Pagamento per i servizi ecosistemici, Cospe dà il via a un progetto in Angola

La XXI Conferenza delle parti della convenzione quadro delle Nazioni unite sui cambiamenti climatici (Cop21), conclusasi a Parigi il 12 dicembre scorso, ha lasciato un misto di speranze e perplessità tra quanti hanno a cuore il futuro del pianeta. Comunque si giudichi l’esito della Cop21, sperare che il solo contributo delle politiche internazionali sia sufficiente a rallentare l’aumento delle concentrazioni di gas serra nell’atmosfera e della temperatura globale è un’illusione. L’impegno della società civile nell’uso responsabile delle risorse naturali sarà altrettanto importante dei trattati internazionali.

Il fatto che il mercato volontario dei crediti di carbonio in ambito forestale continui a crescere, come riporta il report State of the carbon finance 2015 edito da Ecosystem marketplace dimostra che le prospettive per un approccio dal basso sono promettenti. Imprese, organizzazioni e cittadini che scelgono di ridurre la propria impronta ecologica hanno la possibilità di compensare parte delle proprie emissioni di gas ad effetto serra. Anche il mercato volontario dei crediti di carbonio, come quello istituzionale, non è privo di rischi e contraddizioni. Per esempio le comunità locali, soprattutto nei paesi tropicali, possono rimanere escluse dai benefici economici derivanti dalla vendita dei crediti, oppure specie esotiche a rapido accrescimento possono venire utilizzate al posto di quelle autoctone con gravi danni per la biodiversità.

Per questo motivo il sistema del Pagamento per i servizi ecosistemici (Pes), di cui il mercato dei crediti di carbonio fa parte, viene fortemente criticato da più parti. L’approccio Pes non è demonizzare né da osannare, è semplicemente uno strumento. Può creare nuove opportunità per rendere meno inique le dinamiche di uso delle risorse naturali, a patto che si trovi il modo di mitigarne i rischi. Cospe, dopo un’attenta valutazione, ha scelto di sperimentare un sistema di Pagamento per i servizi ecosistemici che garantisca il rispetto degli interessi delle comunità locali, la conservazione della biodiversità e la massima coerenza e trasparenza nella mitigazione delle emissioni di gas serra. In primo luogo, gli interventi di sequestro di carbonio si basano su un lungo percorso partecipativo con le comunità locali e sono certificati da un’entità di parte terza che verifica la correttezza e la coerenza dell’intervento.

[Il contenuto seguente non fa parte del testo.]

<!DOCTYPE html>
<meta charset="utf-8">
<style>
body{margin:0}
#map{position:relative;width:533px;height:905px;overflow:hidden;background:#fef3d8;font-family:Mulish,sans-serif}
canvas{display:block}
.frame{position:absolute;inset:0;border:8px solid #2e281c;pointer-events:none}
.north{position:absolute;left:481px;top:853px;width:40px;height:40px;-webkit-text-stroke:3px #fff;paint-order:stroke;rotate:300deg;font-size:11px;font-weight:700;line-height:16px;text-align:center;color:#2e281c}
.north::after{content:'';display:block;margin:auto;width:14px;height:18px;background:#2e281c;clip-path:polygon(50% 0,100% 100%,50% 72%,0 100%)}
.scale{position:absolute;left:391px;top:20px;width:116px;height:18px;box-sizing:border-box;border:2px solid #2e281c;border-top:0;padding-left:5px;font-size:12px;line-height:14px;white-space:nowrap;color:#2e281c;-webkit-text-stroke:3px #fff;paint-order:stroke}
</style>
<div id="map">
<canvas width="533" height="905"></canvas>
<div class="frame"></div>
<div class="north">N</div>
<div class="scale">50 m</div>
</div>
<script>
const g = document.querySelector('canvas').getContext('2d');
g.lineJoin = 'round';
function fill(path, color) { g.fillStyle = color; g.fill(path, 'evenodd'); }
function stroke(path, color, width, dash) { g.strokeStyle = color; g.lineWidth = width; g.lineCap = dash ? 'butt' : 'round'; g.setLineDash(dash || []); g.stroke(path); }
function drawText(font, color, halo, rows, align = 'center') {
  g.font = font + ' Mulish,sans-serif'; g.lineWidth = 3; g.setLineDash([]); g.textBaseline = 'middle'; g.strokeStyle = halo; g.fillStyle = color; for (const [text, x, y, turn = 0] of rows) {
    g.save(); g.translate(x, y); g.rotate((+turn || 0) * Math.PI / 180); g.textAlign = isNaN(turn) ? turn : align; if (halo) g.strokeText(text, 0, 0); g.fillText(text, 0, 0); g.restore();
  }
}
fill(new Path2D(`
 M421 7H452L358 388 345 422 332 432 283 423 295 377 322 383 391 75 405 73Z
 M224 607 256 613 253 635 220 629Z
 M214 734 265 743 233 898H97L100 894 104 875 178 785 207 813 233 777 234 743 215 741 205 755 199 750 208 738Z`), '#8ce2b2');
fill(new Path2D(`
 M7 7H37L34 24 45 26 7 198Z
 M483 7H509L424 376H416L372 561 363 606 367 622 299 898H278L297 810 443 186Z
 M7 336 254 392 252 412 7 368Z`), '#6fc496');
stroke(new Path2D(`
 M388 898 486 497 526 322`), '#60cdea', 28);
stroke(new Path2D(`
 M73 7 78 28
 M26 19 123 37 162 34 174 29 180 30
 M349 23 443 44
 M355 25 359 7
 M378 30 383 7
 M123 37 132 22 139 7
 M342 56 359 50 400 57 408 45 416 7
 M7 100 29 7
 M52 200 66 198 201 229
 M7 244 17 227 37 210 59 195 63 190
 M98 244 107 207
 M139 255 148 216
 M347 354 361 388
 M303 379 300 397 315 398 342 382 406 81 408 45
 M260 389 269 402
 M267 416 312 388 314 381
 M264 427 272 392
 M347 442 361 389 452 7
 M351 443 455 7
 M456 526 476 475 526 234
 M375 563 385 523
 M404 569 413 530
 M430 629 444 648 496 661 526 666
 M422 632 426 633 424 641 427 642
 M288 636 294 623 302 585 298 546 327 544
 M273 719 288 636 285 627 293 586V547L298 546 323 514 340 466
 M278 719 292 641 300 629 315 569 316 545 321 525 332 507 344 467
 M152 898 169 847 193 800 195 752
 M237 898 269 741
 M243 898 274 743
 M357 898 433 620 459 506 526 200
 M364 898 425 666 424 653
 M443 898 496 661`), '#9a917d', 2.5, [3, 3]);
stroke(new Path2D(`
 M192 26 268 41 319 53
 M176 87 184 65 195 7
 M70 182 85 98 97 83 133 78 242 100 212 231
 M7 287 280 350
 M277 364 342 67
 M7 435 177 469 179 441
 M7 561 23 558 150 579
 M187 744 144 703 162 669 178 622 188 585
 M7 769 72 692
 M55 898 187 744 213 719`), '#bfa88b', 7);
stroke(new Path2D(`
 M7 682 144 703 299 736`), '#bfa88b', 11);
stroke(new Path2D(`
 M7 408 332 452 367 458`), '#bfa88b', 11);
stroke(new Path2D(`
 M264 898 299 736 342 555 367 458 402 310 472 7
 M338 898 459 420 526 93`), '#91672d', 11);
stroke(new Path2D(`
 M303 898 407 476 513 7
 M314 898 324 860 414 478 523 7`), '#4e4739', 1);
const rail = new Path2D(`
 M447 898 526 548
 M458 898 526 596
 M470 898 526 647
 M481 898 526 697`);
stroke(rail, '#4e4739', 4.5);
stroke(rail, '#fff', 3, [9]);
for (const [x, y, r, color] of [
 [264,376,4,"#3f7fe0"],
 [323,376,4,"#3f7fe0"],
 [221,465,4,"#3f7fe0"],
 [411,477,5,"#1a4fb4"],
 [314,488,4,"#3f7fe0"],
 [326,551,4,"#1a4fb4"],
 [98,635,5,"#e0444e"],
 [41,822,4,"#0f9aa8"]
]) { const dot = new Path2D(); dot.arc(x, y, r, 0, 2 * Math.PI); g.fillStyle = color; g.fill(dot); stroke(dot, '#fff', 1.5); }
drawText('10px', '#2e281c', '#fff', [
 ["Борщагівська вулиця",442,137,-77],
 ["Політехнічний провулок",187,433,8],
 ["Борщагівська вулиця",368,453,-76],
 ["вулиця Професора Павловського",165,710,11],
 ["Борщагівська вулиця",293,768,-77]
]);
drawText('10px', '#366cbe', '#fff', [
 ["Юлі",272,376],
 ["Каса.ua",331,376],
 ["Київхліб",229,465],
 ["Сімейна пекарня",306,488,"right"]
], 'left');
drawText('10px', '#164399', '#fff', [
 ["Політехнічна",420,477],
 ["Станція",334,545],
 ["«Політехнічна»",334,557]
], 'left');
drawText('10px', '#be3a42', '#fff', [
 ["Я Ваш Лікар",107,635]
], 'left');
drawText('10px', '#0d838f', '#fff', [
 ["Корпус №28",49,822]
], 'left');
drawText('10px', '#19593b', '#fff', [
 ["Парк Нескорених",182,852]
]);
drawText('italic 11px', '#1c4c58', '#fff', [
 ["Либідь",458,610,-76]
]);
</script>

Un progetto di riforestazione e agroselvicoltura in Angola verrà a breve presentato alla fondazione “Plan Vivo” per essere certificato. Lo standard Plan Vivo prevede il rispetto di rigorosi criteri di tipo ambientale ed etico. Inoltre i crediti generati non verranno collocati sul “mercato” dei crediti. Sarebbe troppo semplice, per aziende di dubbio profilo, tingere di verde le proprie attività. Cospe si propone di avviare una vera e propria partnership con una o più imprese europee che dovranno soddisfare i parametri di una griglia etica appositamente creata. Quindi non ci sarà spazio per aziende che promuovono attività legate alla produzione di armi, allo sfruttamento insostenibile delle risorse naturali o ad altre attività incompatibili da un punto di vista etico e ambientale. Inoltre, i soggetti con cui Cospe promuoverà queste alleanze dovranno seguire un percorso di misurazione e riduzione delle proprie emissioni, di cui la compensazione tramite l’acquisto dei crediti sarà solo l’ultimo passaggio. Ovviamente l’approccio non sarebbe coerente se il Cospe non fosse il primo a misurare e ridurre le proprie emissioni: il 2016 sarà infatti l’anno di calcolo della carbon footprint di Cospe, e di redazione di un piano di riduzione delle emissioni.